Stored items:
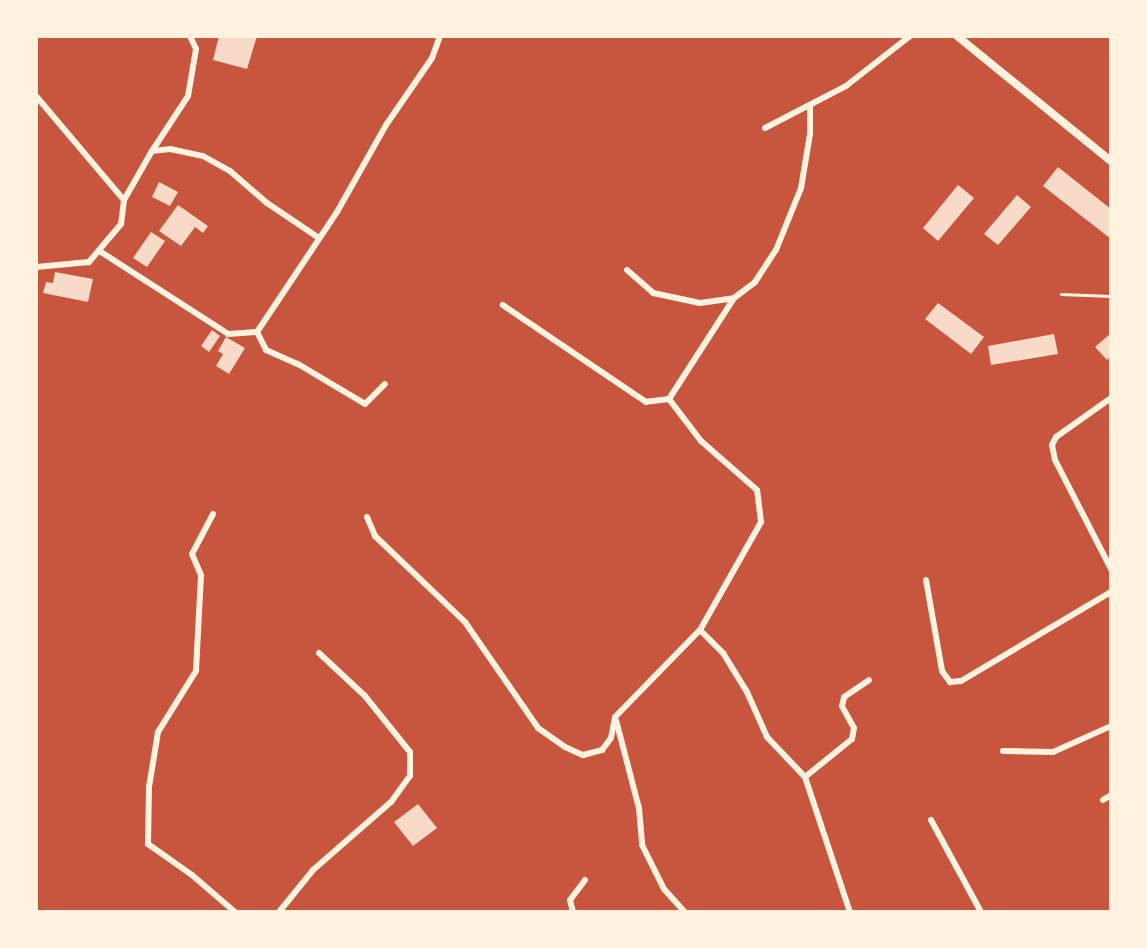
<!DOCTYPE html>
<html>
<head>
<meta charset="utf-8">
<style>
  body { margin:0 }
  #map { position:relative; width:1147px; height:948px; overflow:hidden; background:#c8553d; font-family:"Space Grotesk",sans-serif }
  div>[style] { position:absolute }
  .building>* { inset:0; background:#f7dbc8 }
  .service>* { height:3px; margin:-1.5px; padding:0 1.5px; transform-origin:1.5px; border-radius:1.5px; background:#fff3e0 }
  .minor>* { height:6px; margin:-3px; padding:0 3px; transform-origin:3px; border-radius:3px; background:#fff3e0 }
  .tertiary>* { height:8px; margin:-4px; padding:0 4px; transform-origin:4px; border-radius:4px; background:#fff3e0 }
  span { translate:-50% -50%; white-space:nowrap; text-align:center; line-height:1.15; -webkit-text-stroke:6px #fff3e0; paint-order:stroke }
  .frame { position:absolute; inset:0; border:38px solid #fff3e0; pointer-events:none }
</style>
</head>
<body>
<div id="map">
  <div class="building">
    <i style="clip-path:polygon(219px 36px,257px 36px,247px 69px,213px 60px)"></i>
    <i style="clip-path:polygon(1058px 167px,1111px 209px,1111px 239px,1043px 186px)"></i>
    <i style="clip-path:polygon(159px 182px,178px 192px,170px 206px,152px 197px)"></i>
    <i style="clip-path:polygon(958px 185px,974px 198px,938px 241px,923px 228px)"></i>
    <i style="clip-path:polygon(1017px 195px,1031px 207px,998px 245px,984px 234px)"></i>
    <i style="clip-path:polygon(178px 205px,208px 226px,203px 233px,195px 227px,181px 246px,159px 231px)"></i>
    <i style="clip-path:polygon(151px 232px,165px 241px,147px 267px,133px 258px)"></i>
    <i style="clip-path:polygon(55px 272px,93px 279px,88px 302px,43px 293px,46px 282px,53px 283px)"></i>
    <i style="clip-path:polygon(938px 303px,984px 337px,971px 354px,925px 319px)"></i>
    <i style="clip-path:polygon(212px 330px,220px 336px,209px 352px,201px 346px)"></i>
    <i style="clip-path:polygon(1111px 333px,1111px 356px,1107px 360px,1095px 347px)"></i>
    <i style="clip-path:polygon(1054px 334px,1058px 354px,991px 365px,988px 346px)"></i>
    <i style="clip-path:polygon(226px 337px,245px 348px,229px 374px,216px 366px,223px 354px,218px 351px)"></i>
    <i style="clip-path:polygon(418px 804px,437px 828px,413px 846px,394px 822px)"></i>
  </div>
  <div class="service">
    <i style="left:1061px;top:294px;width:50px;rotate:2.3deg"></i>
  </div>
  <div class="minor">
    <i style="left:36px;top:96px;width:136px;rotate:49.8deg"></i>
    <i style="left:124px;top:200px;width:24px;rotate:97deg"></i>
    <i style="left:121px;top:224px;width:50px;rotate:130.1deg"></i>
    <i style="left:89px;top:262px;width:53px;rotate:174.6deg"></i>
    <i style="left:765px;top:128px;width:91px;rotate:-27.4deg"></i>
    <i style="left:846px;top:86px;width:81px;rotate:-38deg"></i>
    <i style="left:152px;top:151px;width:66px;rotate:-56.8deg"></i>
    <i style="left:188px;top:96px;width:48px;rotate:-80.3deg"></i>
    <i style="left:196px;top:49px;width:14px;rotate:-115deg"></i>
    <i style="left:124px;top:200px;width:56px;rotate:-60.3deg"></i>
    <i style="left:152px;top:151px;width:18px;rotate:-6deg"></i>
    <i style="left:170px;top:149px;width:34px;rotate:12deg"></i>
    <i style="left:203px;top:156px;width:31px;rotate:29deg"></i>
    <i style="left:230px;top:171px;width:49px;rotate:40.9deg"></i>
    <i style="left:267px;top:203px;width:63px;rotate:33.9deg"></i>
    <i style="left:101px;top:252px;width:151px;rotate:32.8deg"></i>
    <i style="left:228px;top:334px;width:29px;rotate:-4deg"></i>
    <i style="left:257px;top:332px;width:144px;rotate:-56.3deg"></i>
    <i style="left:337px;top:212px;width:100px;rotate:-60.6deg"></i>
    <i style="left:386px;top:125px;width:81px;rotate:-55.5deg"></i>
    <i style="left:432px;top:58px;width:23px;rotate:-70deg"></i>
    <i style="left:627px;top:270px;width:35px;rotate:41deg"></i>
    <i style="left:653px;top:293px;width:48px;rotate:12deg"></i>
    <i style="left:700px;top:303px;width:34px;rotate:-8deg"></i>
    <i style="left:734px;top:298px;width:26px;rotate:-37deg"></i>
    <i style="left:755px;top:282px;width:38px;rotate:-57deg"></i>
    <i style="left:776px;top:250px;width:67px;rotate:-68deg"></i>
    <i style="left:801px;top:188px;width:55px;rotate:-80.5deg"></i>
    <i style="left:810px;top:134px;width:27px;rotate:-90deg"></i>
    <i style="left:257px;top:332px;width:20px;rotate:63deg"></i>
    <i style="left:266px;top:350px;width:35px;rotate:24deg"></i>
    <i style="left:298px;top:364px;width:78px;rotate:30.8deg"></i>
    <i style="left:365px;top:404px;width:28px;rotate:-45deg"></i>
    <i style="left:1111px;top:398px;width:67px;rotate:144.7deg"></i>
    <i style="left:1056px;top:437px;width:9px;rotate:117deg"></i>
    <i style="left:1052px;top:445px;width:15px;rotate:79deg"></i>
    <i style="left:1055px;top:460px;width:123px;rotate:62.8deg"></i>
    <i style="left:669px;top:399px;width:120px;rotate:-57.2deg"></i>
    <i style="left:213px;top:514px;width:45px;rotate:117.7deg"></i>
    <i style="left:192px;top:554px;width:23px;rotate:67deg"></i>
    <i style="left:201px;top:575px;width:96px;rotate:93deg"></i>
    <i style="left:196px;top:671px;width:72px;rotate:121.9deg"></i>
    <i style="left:158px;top:732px;width:56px;rotate:99.3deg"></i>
    <i style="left:149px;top:787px;width:57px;rotate:91deg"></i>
    <i style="left:148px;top:844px;width:54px;rotate:35.2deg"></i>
    <i style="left:192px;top:875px;width:57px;rotate:40.7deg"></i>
    <i style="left:367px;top:517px;width:21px;rotate:67deg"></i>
    <i style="left:375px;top:536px;width:124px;rotate:43.7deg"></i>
    <i style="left:465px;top:622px;width:129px;rotate:55.4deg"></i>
    <i style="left:538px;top:728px;width:33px;rotate:35deg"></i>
    <i style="left:565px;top:747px;width:20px;rotate:24deg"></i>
    <i style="left:583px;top:755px;width:20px;rotate:-15deg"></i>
    <i style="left:602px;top:750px;width:15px;rotate:-53deg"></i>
    <i style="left:611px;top:738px;width:21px;rotate:-79deg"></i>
    <i style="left:615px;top:717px;width:122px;rotate:-45.7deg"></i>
    <i style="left:700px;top:630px;width:124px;rotate:-60.5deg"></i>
    <i style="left:761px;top:522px;width:32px;rotate:-97deg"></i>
    <i style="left:757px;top:490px;width:74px;rotate:-138.8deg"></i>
    <i style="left:701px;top:441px;width:53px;rotate:-127.3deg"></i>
    <i style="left:669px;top:399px;width:23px;rotate:173deg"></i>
    <i style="left:646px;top:402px;width:173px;rotate:-145.9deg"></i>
    <i style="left:926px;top:580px;width:92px;rotate:80deg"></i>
    <i style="left:942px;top:671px;width:14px;rotate:54deg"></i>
    <i style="left:950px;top:682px;width:11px;rotate:-5deg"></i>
    <i style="left:961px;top:681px;width:174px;rotate:-30.7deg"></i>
    <i style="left:700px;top:630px;width:33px;rotate:45deg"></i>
    <i style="left:723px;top:653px;width:46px;rotate:58.4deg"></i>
    <i style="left:747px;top:692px;width:49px;rotate:66deg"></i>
    <i style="left:767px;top:737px;width:55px;rotate:46.5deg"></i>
    <i style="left:805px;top:777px;width:142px;rotate:71.6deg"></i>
    <i style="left:616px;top:720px;width:91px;rotate:75.4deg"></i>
    <i style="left:639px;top:808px;width:37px;rotate:85deg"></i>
    <i style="left:642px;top:845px;width:49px;rotate:63.4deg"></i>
    <i style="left:664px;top:889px;width:31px;rotate:48deg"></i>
    <i style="left:1003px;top:751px;width:50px;rotate:1.1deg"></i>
    <i style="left:1053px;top:752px;width:64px;rotate:-24.1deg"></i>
    <i style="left:805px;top:777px;width:60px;rotate:-39deg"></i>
    <i style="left:852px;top:739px;width:11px;rotate:-80deg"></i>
    <i style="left:854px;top:728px;width:25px;rotate:-119deg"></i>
    <i style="left:842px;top:706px;width:9px;rotate:-77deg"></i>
    <i style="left:844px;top:697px;width:30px;rotate:-34deg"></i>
    <i style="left:1103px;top:800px;width:9px;rotate:-32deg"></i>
    <i style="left:931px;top:820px;width:105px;rotate:61.5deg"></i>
    <i style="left:279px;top:912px;width:54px;rotate:-51deg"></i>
    <i style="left:313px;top:870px;width:103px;rotate:-41.1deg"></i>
    <i style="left:391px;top:802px;width:32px;rotate:-54deg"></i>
    <i style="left:410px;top:776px;width:24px;rotate:-90deg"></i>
    <i style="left:410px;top:752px;width:72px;rotate:-128.8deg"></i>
    <i style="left:365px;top:696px;width:63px;rotate:-136.9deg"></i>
    <i style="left:573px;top:912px;width:12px;rotate:-104deg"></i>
    <i style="left:570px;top:900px;width:25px;rotate:-53deg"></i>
  </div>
  <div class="tertiary">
    <i style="left:957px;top:36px;width:198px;rotate:39.1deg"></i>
  </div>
  <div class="frame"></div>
</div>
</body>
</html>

- EXERCISE:
The reply should hold an exact repeat of the entries from their opening line through the line with "height:3px; margin:-1.5px; padding:0", and no pictures at all.

- SOLVED PROBLEM:
<!DOCTYPE html>
<html>
<head>
<meta charset="utf-8">
<style>
  body { margin:0 }
  #map { position:relative; width:1147px; height:948px; overflow:hidden; background:#c8553d; font-family:"Space Grotesk",sans-serif }
  div>[style] { position:absolute }
  .building>* { inset:0; background:#f7dbc8 }
  .service>* { height:3px; margin:-1.5px; padding:0 1.5px; transform-origin:1.5px; border-radius:1.5px; background:#fff3e0 }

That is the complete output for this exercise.